• **Problem details**
Show me every line in the listing that has the word "function".

• **Entries provided**
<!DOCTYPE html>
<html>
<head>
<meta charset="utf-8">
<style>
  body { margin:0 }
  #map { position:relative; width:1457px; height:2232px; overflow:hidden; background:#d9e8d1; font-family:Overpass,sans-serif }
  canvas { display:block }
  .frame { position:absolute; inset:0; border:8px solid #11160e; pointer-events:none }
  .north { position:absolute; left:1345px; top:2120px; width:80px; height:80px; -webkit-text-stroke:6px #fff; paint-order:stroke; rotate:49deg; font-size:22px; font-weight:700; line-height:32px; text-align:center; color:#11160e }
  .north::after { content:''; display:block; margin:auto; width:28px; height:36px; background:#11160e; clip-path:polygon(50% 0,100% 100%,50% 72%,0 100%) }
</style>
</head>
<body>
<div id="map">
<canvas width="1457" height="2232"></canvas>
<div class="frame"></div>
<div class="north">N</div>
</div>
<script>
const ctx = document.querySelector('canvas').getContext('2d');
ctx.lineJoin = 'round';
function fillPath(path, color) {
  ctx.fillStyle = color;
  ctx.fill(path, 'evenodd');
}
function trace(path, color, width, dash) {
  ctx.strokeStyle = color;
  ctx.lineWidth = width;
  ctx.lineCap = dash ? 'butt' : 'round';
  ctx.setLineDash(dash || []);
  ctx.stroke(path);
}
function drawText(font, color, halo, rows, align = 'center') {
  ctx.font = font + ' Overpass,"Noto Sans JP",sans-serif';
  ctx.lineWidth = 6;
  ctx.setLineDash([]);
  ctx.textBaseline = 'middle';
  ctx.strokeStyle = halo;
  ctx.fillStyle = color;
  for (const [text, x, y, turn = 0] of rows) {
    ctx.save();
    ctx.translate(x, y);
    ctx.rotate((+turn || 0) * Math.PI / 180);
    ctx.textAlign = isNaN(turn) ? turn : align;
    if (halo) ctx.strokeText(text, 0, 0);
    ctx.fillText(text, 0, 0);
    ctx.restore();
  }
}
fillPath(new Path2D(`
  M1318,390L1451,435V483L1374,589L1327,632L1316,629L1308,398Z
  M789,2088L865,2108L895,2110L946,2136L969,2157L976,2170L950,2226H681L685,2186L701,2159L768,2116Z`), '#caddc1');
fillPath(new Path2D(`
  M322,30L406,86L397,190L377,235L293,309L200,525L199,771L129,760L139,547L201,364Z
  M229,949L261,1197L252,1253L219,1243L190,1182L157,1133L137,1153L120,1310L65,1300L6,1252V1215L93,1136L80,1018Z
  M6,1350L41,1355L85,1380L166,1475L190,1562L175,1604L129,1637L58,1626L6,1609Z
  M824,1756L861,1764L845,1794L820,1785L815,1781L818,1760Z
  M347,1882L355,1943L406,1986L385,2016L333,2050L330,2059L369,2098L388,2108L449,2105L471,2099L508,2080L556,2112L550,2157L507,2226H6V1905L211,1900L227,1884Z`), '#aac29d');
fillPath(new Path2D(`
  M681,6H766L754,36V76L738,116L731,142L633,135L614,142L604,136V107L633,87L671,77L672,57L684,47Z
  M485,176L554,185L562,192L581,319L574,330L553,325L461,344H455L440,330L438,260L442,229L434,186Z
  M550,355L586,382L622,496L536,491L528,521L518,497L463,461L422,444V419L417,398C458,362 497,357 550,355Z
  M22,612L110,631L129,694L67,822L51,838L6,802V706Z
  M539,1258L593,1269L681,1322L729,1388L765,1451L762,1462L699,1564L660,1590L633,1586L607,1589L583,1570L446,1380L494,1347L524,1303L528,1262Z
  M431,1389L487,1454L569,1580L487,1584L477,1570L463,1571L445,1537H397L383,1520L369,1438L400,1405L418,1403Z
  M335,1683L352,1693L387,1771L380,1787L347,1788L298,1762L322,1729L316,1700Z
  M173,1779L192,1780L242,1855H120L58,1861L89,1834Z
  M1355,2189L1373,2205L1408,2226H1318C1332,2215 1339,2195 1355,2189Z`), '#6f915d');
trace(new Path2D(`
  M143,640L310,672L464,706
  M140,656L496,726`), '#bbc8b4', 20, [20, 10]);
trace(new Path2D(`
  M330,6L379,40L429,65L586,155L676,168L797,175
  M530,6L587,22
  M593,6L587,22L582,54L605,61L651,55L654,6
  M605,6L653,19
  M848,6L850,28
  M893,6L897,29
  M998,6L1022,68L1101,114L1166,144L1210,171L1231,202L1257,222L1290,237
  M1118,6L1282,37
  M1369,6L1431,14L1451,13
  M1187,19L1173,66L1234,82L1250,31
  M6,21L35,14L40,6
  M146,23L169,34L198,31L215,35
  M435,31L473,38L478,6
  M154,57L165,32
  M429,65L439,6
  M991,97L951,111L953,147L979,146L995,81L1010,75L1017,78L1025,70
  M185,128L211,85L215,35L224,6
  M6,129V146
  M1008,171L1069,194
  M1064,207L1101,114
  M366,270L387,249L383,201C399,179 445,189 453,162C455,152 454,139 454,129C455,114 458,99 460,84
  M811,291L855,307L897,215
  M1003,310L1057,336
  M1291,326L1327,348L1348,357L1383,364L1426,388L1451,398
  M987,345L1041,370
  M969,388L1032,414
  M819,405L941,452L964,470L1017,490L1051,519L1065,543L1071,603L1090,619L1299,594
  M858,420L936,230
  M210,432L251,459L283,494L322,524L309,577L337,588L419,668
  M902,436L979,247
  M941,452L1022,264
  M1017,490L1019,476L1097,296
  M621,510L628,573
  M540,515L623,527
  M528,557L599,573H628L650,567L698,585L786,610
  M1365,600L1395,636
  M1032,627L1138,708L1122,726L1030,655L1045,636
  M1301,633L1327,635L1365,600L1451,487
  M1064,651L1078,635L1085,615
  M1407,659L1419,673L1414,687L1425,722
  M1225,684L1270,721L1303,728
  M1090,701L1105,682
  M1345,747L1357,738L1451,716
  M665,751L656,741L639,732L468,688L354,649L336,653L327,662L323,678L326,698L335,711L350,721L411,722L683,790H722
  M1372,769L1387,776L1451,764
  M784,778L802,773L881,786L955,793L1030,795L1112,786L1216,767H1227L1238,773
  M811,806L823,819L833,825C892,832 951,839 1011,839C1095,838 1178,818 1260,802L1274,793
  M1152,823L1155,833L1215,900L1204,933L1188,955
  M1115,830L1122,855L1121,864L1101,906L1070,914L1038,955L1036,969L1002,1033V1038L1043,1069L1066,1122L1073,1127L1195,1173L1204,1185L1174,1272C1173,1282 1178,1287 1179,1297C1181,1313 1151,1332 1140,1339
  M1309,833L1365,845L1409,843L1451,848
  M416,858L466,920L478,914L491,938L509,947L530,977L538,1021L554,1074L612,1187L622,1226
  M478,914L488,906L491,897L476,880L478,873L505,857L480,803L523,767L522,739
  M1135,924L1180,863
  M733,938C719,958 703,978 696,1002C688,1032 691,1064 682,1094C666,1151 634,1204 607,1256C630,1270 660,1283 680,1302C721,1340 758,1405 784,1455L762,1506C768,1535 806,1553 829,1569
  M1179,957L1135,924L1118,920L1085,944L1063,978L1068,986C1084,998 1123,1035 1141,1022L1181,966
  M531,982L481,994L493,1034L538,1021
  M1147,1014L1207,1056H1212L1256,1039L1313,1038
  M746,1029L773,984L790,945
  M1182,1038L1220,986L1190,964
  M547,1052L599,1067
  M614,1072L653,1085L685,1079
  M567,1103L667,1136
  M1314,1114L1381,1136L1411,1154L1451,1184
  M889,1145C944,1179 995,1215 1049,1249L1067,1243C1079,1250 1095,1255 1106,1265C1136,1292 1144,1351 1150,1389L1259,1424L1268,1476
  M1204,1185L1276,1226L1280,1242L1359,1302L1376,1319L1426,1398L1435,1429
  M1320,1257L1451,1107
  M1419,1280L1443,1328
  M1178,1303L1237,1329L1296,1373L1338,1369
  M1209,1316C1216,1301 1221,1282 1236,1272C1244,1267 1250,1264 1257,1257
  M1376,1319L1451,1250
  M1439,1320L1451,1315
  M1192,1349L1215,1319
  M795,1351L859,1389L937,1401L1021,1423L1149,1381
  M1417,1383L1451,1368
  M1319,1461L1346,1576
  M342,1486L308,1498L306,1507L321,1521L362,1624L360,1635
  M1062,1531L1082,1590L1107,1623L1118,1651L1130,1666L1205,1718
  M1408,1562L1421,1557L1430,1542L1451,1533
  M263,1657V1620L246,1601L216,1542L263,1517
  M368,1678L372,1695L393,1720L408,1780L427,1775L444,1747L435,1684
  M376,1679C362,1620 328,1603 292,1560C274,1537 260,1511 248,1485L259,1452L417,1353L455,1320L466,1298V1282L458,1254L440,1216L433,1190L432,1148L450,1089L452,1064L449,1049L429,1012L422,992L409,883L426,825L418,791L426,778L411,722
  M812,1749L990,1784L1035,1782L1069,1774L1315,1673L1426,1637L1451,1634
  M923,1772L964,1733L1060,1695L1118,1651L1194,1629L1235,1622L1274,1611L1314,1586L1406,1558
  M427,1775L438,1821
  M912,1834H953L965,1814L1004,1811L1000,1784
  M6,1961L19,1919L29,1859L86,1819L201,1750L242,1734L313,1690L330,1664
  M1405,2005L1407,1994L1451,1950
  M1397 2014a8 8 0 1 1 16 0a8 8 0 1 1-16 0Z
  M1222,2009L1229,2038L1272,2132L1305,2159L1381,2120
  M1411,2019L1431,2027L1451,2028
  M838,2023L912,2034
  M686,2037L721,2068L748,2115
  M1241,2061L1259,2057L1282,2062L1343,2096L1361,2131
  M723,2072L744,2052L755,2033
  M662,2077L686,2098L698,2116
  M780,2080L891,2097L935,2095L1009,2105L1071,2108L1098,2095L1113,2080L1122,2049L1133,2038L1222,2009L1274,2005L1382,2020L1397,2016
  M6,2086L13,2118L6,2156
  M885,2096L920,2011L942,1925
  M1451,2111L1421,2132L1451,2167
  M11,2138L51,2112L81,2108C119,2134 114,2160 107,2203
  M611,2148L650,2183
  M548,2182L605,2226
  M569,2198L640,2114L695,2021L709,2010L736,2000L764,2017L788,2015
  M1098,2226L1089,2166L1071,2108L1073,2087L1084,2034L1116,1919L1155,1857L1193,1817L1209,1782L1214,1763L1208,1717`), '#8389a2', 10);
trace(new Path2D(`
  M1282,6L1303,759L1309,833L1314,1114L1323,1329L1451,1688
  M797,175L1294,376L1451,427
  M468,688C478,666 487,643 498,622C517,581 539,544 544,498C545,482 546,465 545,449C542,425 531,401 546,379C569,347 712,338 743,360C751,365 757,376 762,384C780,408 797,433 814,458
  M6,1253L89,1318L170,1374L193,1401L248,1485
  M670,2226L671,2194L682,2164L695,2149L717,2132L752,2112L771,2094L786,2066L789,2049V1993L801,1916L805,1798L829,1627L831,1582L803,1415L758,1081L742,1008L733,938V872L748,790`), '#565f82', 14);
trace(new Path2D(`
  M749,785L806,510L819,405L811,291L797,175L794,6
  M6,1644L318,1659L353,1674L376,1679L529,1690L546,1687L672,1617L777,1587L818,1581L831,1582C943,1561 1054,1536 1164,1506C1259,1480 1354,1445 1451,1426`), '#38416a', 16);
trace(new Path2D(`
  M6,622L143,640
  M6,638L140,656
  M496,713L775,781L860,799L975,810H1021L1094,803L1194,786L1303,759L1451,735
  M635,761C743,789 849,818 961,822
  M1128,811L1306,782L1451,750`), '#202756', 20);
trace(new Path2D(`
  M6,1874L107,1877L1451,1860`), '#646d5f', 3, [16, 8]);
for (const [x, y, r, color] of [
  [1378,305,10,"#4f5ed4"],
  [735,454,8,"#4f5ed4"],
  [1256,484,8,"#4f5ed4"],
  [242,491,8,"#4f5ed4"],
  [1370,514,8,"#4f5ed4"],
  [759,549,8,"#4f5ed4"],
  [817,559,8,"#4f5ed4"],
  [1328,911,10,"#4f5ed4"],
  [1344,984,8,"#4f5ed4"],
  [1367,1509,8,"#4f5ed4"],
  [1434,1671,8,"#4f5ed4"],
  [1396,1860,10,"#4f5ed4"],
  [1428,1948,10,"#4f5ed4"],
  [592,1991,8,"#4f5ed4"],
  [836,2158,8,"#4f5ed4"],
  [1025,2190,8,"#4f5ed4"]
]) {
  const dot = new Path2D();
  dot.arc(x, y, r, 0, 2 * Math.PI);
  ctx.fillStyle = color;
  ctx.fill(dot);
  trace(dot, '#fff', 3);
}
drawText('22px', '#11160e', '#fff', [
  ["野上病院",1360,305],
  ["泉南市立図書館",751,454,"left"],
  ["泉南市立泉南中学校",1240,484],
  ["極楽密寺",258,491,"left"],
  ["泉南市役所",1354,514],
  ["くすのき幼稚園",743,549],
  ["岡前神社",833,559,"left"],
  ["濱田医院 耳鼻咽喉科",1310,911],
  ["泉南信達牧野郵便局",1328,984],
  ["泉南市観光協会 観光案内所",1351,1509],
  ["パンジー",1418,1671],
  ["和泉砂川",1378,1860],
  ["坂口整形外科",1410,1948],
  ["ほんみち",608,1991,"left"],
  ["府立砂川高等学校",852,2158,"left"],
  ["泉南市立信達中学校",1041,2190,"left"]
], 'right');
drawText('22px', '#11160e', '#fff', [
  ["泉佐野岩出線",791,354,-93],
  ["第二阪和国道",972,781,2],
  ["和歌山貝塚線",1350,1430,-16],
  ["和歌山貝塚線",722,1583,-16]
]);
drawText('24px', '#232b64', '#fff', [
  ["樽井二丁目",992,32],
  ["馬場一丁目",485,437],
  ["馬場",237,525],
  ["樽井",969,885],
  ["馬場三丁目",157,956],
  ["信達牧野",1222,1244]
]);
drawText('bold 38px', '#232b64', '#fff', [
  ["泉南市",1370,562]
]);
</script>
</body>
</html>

• **Answer to the problem**
function fillPath(path, color) {
function trace(path, color, width, dash) {
function drawText(font, color, halo, rows, align = 'center') {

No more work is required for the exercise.